- _Task goal_
The records below need to be repeated exactly, with every picture left out.

(Saved data entries)
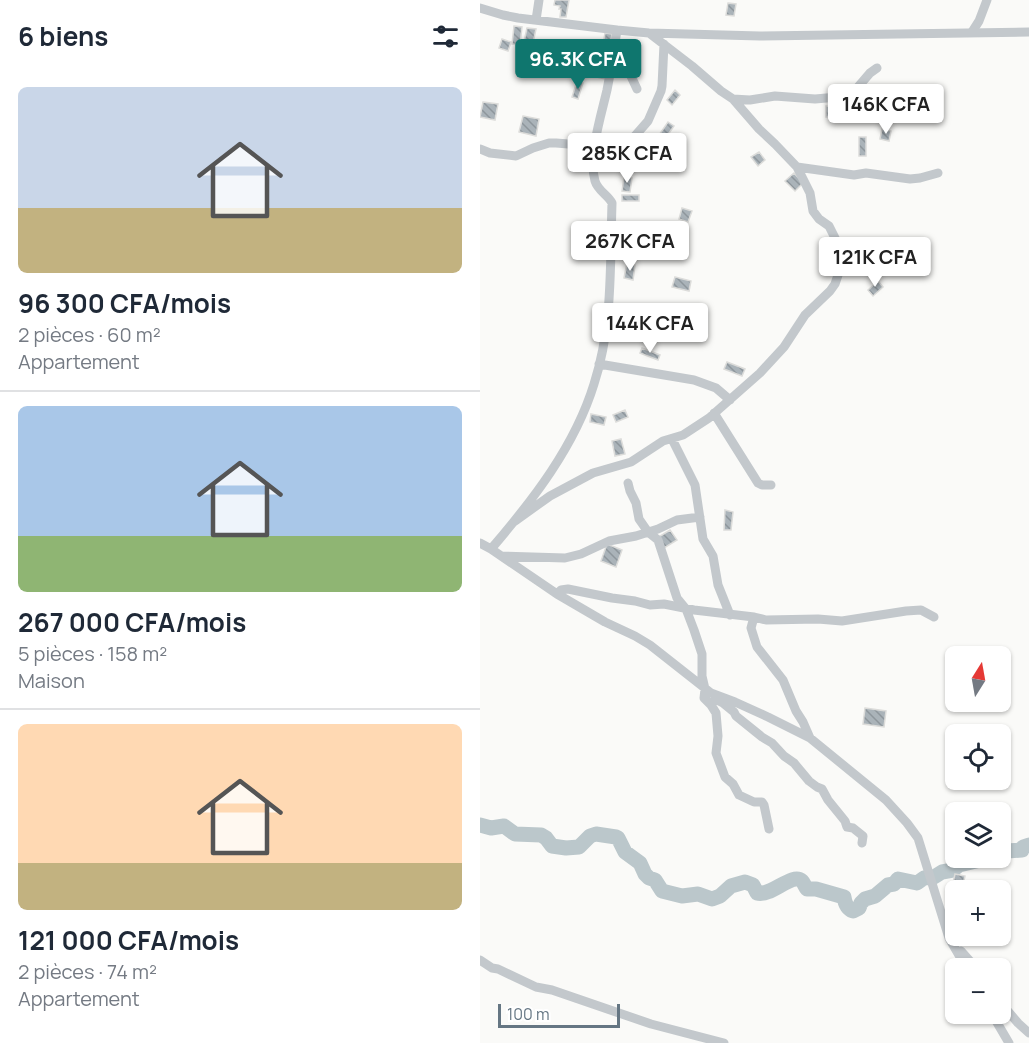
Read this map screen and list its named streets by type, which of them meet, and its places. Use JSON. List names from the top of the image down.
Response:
{
  "scale_bar": "100 m",
  "north": "top",
  "page": {
    "heading": "6 biens",
    "price": [
      "96.3K CFA",
      "146K CFA",
      "285K CFA",
      "267K CFA",
      "121K CFA",
      "144K CFA"
    ],
    "list": [
      {
        "name": "96 300 CFA/mois",
        "note": "2 pièces · 60 m² · Appartement"
      },
      {
        "name": "267 000 CFA/mois",
        "note": "5 pièces · 158 m² · Maison"
      },
      {
        "name": "121 000 CFA/mois",
        "note": "2 pièces · 74 m² · Appartement"
      }
    ],
    "map_buttons": ["+", "−"],
    "scale": "100 m"
  }
}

- _Task response_
Read this map screen and list its named streets by type, which of them meet, and its places. Use JSON. List names from the top of the image down.
Response:
{
  "scale_bar": "100 m",
  "north": "top",
  "page": {
    "heading": "6 biens",
    "price": [
      "96.3K CFA",
      "146K CFA",
      "285K CFA",
      "267K CFA",
      "121K CFA",
      "144K CFA"
    ],
    "list": [
      {
        "name": "96 300 CFA/mois",
        "note": "2 pièces · 60 m² · Appartement"
      },
      {
        "name": "267 000 CFA/mois",
        "note": "5 pièces · 158 m² · Maison"
      },
      {
        "name": "121 000 CFA/mois",
        "note": "2 pièces · 74 m² · Appartement"
      }
    ],
    "map_buttons": ["+", "−"],
    "scale": "100 m"
  }
}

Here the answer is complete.